Alhane laughed his squeaky laugh. We aren’t talking
about intelligence, though I’ll certainly not deny there is such a thing,
and present in some more than in others. I may not have any more natural
intelligence than you or any number of Tjenens, that I don’t know.
He
cocked his head for a moment. I think, in my own
defense, I might—no pun intended—have a different time sense than you. To
an average Tjenen, the Bannks are short and fly quickly. So it is with me
also. But when I am hard at work, the time seems to expand and the clads
double or triple in length, allowing me to get more done. I will work on
pages of observations and look up and the clock will have hardly moved a
notch. There is that.…And there were my parents. You never met them, did
you?
No, that was before I was old enough to
remember.
Oh, how I hated them both. They were always telling
me what an idiot I was and at the same time pushing me to do this and
that. In one breath I was brilliant and in the next I was worthless. I ask
you, where is the reason in that? Well, I’ve long since given up wasting my
time hating them for it, but I’ve always wished I were a member of a
nestrexa instead.
You’ve never told me that before, Alhane. I always
got along very well with all of my parents, maybe because they would only
have to put up with me for a Parlztlu.
I wish I could claim that, but, alas, I can’t. I
wouldn’t go through a family again even for gravity.…And there’s always the
libido, for lack of a better word. Nervous energy. It can’t all be
dissipated on my wife. And now that she’s gone, I’m even more restless and
need to occupy myself.
You could get another for the next Parlztlu.

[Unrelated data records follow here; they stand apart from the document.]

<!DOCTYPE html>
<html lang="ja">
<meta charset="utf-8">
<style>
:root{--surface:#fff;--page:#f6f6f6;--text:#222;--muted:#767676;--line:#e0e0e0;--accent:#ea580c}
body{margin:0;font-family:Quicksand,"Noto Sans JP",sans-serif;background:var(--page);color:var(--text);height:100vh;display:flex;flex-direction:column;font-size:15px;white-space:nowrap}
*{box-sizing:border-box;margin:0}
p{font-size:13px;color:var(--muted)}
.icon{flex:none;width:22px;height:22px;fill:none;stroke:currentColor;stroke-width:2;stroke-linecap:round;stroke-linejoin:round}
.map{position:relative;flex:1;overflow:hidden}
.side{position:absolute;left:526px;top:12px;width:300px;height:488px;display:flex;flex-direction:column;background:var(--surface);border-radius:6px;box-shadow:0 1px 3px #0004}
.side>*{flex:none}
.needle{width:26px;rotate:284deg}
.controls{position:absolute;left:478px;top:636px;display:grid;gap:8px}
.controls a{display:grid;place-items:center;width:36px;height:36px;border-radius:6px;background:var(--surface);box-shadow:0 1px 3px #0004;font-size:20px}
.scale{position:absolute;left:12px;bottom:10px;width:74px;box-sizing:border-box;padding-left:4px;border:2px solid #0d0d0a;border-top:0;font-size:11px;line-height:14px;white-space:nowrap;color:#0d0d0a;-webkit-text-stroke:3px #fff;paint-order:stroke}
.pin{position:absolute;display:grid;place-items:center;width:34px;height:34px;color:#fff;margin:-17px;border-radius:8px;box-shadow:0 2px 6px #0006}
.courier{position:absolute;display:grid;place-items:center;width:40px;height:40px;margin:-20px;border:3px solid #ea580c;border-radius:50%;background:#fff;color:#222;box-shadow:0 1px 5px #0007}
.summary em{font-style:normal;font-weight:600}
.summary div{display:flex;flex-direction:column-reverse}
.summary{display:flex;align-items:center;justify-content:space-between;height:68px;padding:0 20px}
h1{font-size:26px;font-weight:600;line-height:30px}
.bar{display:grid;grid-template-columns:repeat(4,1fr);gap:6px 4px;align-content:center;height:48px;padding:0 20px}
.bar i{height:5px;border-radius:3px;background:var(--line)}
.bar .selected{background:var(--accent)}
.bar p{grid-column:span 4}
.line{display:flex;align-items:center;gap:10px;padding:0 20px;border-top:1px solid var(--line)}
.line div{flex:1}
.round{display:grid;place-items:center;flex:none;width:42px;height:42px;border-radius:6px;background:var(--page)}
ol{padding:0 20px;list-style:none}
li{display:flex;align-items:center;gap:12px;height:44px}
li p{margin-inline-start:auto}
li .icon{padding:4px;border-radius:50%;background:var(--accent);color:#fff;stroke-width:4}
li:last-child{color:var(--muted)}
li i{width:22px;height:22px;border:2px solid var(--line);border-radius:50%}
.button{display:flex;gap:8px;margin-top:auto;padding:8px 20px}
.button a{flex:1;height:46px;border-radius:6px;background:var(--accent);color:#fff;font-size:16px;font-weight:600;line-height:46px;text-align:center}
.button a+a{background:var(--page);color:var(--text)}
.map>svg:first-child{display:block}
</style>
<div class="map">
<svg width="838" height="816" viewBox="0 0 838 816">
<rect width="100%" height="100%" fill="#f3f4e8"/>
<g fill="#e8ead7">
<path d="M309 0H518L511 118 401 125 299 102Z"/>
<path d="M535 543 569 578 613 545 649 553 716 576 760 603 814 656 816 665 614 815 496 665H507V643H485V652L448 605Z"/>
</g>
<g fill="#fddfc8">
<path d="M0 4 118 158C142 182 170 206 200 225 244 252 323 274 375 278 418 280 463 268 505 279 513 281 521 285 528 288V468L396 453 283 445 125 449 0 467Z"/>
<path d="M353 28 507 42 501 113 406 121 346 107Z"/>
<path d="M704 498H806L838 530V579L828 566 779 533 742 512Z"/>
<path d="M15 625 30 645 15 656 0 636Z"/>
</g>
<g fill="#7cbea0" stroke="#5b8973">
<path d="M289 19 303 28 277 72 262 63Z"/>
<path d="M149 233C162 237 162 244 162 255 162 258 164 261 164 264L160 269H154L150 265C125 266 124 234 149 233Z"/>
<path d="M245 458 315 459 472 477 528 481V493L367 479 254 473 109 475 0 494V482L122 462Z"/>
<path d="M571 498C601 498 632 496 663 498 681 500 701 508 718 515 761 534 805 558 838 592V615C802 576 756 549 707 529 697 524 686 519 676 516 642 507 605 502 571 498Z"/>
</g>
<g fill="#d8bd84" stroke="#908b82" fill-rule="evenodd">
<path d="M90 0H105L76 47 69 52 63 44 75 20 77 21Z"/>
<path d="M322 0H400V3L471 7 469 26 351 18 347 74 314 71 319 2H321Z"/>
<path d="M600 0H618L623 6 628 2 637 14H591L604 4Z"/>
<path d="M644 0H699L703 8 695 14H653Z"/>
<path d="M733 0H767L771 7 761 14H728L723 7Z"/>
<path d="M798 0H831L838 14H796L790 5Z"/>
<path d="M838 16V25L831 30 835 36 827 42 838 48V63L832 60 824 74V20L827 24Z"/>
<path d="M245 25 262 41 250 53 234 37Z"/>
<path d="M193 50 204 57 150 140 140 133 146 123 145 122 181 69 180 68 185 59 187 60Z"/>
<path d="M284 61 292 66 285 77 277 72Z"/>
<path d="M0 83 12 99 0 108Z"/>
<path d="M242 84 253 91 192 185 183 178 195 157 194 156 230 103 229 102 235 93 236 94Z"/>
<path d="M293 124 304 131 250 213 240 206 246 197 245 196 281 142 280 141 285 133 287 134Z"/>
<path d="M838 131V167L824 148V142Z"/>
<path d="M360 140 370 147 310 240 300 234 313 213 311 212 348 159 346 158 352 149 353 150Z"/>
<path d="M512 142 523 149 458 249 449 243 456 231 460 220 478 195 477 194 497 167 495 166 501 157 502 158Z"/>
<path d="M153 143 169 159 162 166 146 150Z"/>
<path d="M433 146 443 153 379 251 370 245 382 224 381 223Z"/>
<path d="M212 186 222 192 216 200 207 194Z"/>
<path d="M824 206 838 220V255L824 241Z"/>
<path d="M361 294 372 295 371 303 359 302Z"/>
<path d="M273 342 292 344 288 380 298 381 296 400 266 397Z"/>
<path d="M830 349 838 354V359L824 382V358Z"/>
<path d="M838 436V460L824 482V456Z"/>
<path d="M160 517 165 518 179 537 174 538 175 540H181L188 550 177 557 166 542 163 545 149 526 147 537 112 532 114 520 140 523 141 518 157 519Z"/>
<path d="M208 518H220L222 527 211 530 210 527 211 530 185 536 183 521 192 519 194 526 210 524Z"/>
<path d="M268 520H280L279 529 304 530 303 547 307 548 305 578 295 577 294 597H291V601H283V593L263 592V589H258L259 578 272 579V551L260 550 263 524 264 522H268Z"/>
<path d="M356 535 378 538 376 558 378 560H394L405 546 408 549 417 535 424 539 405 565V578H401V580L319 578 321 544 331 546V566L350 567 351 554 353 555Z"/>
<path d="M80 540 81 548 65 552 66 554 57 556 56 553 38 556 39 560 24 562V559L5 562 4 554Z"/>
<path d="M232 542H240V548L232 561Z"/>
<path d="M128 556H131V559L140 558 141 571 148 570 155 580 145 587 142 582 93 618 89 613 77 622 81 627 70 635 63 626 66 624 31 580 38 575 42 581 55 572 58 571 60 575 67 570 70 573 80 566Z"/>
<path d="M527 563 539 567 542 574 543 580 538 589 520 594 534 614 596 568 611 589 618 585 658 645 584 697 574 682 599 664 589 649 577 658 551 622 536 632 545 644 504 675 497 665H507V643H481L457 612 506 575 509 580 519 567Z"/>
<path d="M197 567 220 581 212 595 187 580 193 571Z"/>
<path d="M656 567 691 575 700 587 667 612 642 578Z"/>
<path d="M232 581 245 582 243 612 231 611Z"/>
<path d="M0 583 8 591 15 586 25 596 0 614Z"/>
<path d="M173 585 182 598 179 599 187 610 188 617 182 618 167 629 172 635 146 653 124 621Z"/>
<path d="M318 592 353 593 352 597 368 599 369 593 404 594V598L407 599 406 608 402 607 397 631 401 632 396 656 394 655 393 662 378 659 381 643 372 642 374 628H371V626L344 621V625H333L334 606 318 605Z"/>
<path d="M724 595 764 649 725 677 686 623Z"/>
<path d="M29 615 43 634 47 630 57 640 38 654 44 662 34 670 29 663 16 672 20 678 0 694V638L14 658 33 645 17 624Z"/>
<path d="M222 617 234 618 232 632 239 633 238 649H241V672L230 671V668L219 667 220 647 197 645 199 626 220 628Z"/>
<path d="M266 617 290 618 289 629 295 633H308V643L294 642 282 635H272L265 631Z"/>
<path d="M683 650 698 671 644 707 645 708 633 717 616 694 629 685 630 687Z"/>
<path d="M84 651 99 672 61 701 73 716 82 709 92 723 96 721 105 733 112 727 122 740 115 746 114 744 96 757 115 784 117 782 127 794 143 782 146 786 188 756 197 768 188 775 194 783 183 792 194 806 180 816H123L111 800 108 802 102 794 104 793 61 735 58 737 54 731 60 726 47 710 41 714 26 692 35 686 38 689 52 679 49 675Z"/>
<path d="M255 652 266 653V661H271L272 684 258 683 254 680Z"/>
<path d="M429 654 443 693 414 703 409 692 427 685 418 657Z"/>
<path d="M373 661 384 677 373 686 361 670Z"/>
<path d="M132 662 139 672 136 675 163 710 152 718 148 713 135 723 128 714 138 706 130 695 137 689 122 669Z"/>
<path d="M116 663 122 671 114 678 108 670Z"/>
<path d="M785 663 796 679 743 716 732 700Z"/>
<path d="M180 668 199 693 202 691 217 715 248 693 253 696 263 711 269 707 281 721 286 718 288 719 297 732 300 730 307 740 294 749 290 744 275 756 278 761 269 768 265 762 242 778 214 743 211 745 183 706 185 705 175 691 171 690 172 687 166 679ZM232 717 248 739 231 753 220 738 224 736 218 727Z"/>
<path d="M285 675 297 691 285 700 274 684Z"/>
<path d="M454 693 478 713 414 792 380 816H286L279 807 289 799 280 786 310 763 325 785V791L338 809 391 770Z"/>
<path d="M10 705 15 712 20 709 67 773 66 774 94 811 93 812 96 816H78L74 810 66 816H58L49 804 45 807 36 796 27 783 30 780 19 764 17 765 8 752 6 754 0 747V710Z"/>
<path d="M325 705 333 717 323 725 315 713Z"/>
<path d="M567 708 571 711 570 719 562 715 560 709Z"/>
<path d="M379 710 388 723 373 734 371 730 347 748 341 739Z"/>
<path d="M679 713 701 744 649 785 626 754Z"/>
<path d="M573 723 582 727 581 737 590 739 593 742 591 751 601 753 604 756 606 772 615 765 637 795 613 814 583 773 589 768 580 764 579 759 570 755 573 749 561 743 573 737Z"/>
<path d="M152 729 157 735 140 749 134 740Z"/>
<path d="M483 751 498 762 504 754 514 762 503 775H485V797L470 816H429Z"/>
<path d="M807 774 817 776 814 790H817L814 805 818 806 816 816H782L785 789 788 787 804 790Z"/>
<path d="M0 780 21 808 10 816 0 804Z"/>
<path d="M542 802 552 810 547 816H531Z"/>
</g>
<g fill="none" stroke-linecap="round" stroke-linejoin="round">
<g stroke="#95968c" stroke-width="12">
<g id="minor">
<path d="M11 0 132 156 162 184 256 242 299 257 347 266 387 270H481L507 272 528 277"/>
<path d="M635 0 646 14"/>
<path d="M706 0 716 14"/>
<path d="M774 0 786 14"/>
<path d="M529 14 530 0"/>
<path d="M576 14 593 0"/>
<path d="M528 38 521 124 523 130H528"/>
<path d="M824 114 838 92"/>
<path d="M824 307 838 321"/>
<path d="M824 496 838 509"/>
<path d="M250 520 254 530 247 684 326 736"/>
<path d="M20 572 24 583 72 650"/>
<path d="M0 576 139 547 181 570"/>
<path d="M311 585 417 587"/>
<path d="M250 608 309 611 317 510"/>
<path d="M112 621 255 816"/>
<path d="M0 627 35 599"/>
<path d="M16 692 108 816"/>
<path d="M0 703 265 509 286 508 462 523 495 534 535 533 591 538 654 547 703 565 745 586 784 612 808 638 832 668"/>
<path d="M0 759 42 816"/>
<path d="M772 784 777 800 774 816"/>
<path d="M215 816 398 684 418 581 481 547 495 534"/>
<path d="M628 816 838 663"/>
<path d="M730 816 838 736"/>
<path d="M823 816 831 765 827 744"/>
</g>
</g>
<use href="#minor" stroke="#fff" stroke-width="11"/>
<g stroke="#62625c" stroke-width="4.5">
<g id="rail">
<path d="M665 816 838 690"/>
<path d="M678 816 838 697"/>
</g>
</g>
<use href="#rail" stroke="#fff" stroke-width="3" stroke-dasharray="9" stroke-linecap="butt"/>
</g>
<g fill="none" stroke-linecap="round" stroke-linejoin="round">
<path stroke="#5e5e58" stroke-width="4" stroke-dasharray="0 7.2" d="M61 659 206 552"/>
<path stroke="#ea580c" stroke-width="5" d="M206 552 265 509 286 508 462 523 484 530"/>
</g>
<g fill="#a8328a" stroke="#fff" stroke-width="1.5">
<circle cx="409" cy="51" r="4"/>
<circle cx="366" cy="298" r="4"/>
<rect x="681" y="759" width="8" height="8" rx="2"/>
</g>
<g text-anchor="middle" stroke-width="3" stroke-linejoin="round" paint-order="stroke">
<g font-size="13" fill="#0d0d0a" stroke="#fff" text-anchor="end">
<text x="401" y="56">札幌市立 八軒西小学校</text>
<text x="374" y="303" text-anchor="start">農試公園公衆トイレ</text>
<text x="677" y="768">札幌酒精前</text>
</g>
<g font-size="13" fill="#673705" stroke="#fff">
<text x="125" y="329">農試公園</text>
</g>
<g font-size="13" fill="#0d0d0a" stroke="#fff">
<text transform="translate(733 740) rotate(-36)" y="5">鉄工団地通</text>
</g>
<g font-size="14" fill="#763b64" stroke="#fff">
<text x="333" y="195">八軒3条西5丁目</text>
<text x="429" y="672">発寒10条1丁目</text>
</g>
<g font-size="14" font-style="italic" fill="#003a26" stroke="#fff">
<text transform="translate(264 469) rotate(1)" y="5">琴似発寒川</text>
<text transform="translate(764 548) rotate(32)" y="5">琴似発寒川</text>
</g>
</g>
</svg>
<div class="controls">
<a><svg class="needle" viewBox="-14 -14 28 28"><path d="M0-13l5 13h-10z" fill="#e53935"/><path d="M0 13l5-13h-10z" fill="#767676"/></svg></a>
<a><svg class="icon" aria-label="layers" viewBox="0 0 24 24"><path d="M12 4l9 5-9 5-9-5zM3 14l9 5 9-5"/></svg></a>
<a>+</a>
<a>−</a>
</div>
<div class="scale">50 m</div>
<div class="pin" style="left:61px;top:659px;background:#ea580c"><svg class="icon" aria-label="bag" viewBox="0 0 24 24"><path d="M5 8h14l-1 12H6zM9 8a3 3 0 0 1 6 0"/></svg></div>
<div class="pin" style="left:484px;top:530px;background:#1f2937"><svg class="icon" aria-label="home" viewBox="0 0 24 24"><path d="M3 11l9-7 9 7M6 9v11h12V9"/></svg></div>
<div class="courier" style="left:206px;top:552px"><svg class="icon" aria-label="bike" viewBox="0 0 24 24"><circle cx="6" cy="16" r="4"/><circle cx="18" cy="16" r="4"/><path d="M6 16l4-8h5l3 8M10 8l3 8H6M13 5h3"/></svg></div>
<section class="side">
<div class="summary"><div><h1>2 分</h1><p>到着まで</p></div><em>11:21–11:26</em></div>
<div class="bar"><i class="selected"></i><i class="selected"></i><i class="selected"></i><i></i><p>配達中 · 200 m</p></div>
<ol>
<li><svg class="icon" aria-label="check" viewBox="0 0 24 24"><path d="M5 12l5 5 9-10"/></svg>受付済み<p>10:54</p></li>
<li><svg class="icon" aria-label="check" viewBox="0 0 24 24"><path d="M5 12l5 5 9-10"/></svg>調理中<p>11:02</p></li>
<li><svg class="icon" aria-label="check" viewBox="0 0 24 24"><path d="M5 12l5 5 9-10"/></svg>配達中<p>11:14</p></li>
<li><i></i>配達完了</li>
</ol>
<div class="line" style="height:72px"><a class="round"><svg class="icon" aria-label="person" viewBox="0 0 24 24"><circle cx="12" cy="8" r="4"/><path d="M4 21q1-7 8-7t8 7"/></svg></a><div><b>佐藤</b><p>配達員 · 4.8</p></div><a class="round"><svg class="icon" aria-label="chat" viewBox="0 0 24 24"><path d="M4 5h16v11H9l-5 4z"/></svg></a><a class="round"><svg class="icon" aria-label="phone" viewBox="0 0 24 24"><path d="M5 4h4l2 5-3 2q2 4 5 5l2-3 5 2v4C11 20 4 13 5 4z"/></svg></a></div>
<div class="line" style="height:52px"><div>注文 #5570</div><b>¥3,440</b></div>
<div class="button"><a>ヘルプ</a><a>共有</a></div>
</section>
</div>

Alhane smiled and frowned at the same time. I am
afraid that a Time Keeper can never enter into the Parlztluzan. Not that I
would know who to pick at this point. You’re too young, my Taljen. Besides,
I ask you, would you want to go through it? I drove my wife crazy with my
habits. Do you think it is worth it to be the wife of a Time Keeper?

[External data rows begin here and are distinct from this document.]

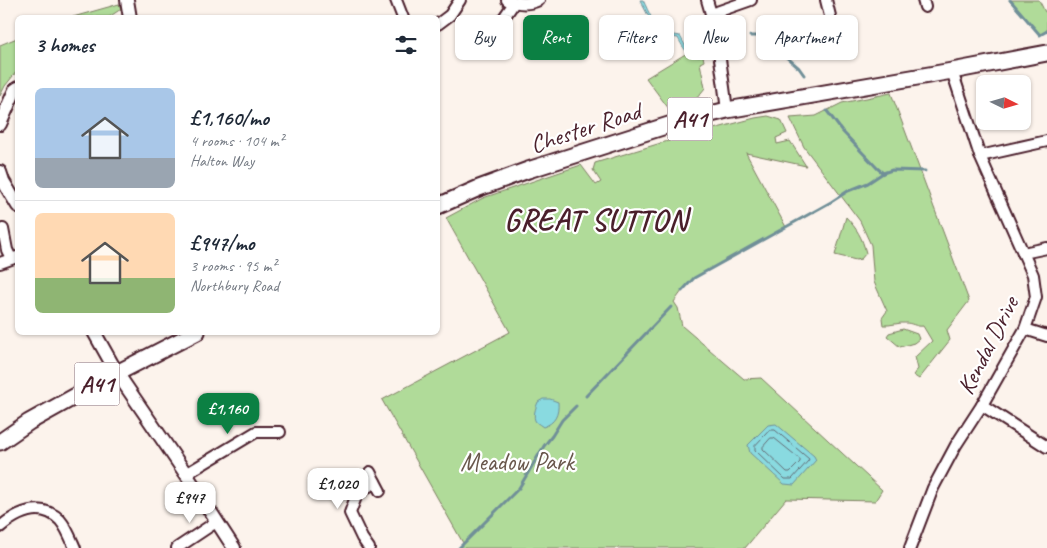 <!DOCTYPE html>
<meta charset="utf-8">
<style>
body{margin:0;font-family:Caveat,sans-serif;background:#f6f6f7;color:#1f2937;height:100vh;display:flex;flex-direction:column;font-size:19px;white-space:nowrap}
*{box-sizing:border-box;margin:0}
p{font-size:16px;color:#747a83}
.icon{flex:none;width:28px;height:28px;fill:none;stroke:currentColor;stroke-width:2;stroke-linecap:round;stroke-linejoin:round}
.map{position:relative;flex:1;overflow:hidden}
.side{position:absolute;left:15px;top:15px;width:425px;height:320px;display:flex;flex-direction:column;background:#fff;border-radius:8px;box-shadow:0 1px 4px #0004}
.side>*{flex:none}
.banner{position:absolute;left:455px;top:15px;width:475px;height:45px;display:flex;gap:10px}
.needle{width:32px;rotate:95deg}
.tools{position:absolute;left:976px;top:75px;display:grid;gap:10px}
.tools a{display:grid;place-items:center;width:55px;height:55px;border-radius:8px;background:#fff;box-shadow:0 1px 4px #0004;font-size:25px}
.price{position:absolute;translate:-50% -42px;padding:0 11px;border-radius:10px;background:#fff;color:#222;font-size:16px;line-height:32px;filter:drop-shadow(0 1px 2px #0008)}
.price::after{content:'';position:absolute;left:50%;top:30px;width:15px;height:11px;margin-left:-8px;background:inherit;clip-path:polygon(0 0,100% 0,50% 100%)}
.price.active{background:#0b8043;color:#fff}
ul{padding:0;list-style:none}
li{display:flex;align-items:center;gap:15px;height:125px;padding:0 20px}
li+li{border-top:1px solid #e0e1e3}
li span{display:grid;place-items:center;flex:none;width:140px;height:100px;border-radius:8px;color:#555}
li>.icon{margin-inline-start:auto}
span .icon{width:60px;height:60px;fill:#fffc;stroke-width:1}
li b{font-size:21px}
h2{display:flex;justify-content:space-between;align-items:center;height:60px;padding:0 20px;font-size:21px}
.pill{padding:0 18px;border-radius:8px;background:#fff;box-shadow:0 1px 4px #0004;font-size:18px;line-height:45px}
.pill.active{background:#0b8043;color:#fff}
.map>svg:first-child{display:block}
.green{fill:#b0db99;stroke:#7d7d62}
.water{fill:#89dae0;stroke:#708f98}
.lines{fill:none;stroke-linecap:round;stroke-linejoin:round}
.shore{stroke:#636a73;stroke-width:1}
.stream{stroke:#708f98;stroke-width:3}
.minor-casing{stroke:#4a1f2b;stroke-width:14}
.tertiary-casing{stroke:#4a1f2b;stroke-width:16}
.primary-casing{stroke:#4a1f2b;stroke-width:19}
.minor{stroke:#fff;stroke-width:10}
.tertiary{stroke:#fff;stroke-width:12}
.primary{stroke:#fff;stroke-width:15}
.labels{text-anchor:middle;stroke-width:4.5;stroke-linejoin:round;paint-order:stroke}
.shield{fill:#fff;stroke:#80626b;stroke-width:1}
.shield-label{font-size:24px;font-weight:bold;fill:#4a1f2b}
.street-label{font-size:25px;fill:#4a1f2b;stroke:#fff}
.park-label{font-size:25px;fill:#69574c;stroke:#fff}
.district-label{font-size:30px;font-weight:bold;letter-spacing:1px;fill:#4a1f2b;stroke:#fff}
</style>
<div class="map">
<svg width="1047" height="548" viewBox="0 0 1047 548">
<rect width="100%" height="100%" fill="#fcf3ec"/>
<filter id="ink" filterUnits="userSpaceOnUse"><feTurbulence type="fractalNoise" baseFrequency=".02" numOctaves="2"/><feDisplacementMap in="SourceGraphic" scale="10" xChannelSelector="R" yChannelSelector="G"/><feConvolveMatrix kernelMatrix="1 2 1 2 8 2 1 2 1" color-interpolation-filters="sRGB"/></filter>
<g filter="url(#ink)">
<g class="green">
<path d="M1009,0H1039L1045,12H1047V31L1040,35Z"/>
<path d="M119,4L121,9L109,17H73Z"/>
<path d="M17,38V71L5,86L0,96V45Z"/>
<path d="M687,53L699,57L703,56L704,61L700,63L705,88L697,98L669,109L646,78Z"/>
<path d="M891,93L969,301L947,330L950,340L919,379L913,375L918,369L915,357L932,341L923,326C917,327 914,324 907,323C899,322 891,326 883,325L882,318L887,311L874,282L871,245L860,221L804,147L790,118L816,116L842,103Z"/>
<path d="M768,116L781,120L787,133L776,138L777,144L790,141L806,166L746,153L786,227L694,278L682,291L674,302L678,308L682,326L744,379L761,378L882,490L875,501L786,499L745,548H459L463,543L382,400L510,332L446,218L483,198L581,165L596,185L601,182L593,170L595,163L661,143L755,118Z"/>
<path d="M846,217C857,229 862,237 866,253L861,259L856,260L835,255Z"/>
<path d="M903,329L917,334L919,339L914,343L900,347L887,336L889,333Z"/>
</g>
<g class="water">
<path d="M640,0H643C649,12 654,28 667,34C671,35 676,35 680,36L687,49L701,51L703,56C690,60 683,48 678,38L663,36L654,27Z"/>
<path d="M543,399H550L558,402C559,415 555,423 543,427C541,425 538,424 536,422C532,417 536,407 538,402Z"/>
<path d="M776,424L814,456L816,460L794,485L784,484L750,453L748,445L768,425Z"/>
</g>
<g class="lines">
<g class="shore">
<path d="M770,430H775L809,459L808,461L792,479H785L755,450V446Z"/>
<path d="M771,438H774L800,459V462L790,472H787L763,449V447Z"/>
</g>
<g class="stream">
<path d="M1010,0L1040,35L1047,31"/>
<path d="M750,36H762L799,68L804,75"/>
<path d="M827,111L842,131L877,168L883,173"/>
<path d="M682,291L694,278L831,202L848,191L868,183L883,173L892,170L925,171"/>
<path d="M586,396L671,307"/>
<path d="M459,548L519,488L544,446L552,436L562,420L576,406"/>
</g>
<g class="minor-casing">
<g id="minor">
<path d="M396,0L403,18"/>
<path d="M507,0C518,4 529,5 539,0"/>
<path d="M707,0C718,35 722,73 727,110"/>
<path d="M826,0L831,20"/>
<path d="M923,0L925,7"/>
<path d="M711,14L751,0"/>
<path d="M503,19L514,3"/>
<path d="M438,24L450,15L460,0"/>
<path d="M980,156L1047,141"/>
<path d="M3,229L7,250L11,258"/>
<path d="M1023,253L1047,248"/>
<path d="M0,263L17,257"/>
<path d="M1025,329L1047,336"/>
<path d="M982,405L1047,447"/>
<path d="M370,472L380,491"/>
<path d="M186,474L256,432H280"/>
<path d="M0,527C17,513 41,501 60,520C67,528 71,539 75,548"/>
<path d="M177,548L216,522"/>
<path d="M369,548L362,538L350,513L357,494L375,482"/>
<path d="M910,548L933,488L956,445L982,405L1025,329L1036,297L1033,275L980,156L952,71"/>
</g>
</g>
<g class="tertiary-casing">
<g id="tertiary">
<path d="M127,0L130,18"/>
<path d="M0,124L15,90L18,88"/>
<path d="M0,172L3,181L18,206"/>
<path d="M94,332L117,373L186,474L234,548"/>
</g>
</g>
<g class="primary-casing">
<g id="primary">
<path d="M438,206L479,188L528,170L675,123L727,110L952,71L1047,53"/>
<path d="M0,442L29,422L117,373L197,332"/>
</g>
</g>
<use href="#minor" class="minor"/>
<use href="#tertiary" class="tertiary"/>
<use href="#primary" class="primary"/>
</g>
</g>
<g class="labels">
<g class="shield">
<rect x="667.5" y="97.5" width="45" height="43" rx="4"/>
<rect x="74.5" y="362.5" width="45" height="43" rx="4"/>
</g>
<g class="shield-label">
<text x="690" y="127">A41</text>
<text x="97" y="392">A41</text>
</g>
<g class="street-label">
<text transform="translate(585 127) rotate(-18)" y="9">Chester Road</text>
<text transform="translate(987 345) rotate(-63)" y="9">Kendal Drive</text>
</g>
<g class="park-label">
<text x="517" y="470">Meadow Park</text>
</g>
<g class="district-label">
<text x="596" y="230">GREAT SUTTON</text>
</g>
</g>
</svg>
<div class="tools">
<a><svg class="needle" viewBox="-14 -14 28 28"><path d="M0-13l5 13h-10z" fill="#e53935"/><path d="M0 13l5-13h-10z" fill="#747a83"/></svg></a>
</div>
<b class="price active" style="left:228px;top:435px">£1,160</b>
<b class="price" style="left:338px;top:510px">£1,020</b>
<b class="price" style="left:190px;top:524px">£947</b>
<div class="banner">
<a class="pill">Buy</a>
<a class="pill active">Rent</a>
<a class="pill">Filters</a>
<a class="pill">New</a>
<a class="pill">Apartment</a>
</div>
<section class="side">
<h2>3 homes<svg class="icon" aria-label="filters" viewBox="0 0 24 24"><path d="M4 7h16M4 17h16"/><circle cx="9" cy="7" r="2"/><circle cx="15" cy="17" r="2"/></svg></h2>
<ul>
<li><span style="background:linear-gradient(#a9c7e8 70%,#9aa5b1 0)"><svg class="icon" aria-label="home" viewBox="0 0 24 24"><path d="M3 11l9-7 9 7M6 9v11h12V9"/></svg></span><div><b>£1,160/mo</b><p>4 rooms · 104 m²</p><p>Halton Way</p></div></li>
<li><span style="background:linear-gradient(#ffd9b3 65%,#8fb573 0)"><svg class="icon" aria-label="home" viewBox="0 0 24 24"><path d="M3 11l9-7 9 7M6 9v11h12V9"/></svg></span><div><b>£947/mo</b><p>3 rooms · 95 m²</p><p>Northbury Road</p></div></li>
</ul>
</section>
</div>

Although I can’t say, never having been a husband to a Time Keeper, I would
doubt it. But I might tell you, since you brought up the matter, that you
should consider getting someone else. You will have to next Bannk,
anyway.
Taljen turned away. Oh, Alhane…you’re the only one
who talks to me any more. I might as well be an Alien myself.
Are you sure no one will talk to you? Many have
asked me about you. They come to me all the time and wonder what you are
doing. They say,
We’ve just come from Taljen’s house and she says she
isn’t feeling well,
or they say, Taljen says her shift is just
beginning and she doesn’t have time.
Admittedly, people don’t talk much
in the Bannk; there is too much to be done for the Patra. But is it they
who aren’t talking? I wonder, Taljen, if I am the only one who is
depressed.
Taljen sat down cross-legged on the cluttered floor; her hair prevented
Alhane from seeing her lowered face. I don’t
know. Everything is so different now that I’m back, so mixed up. How can I
talk to them? I have nothing to say. How can I pick a nesta after having
spent so long with one person only—an Alien, for that matter? No one trusts
me after having been with him. It isn’t the same now. I don’t know how else
to put it.
You have never spoken to me about what happened on
the journey.
If I could tell you what happened on that journey,
then I would know myself. But I don’t.
Her words ended with an abrupt
change in intonation.
You are bitter. Was Stringer so terrible to you?
Have I misjudged him so completely?
Taljen suddenly jumped to her feet and ran from the room. He lied to me all the time. I hate him!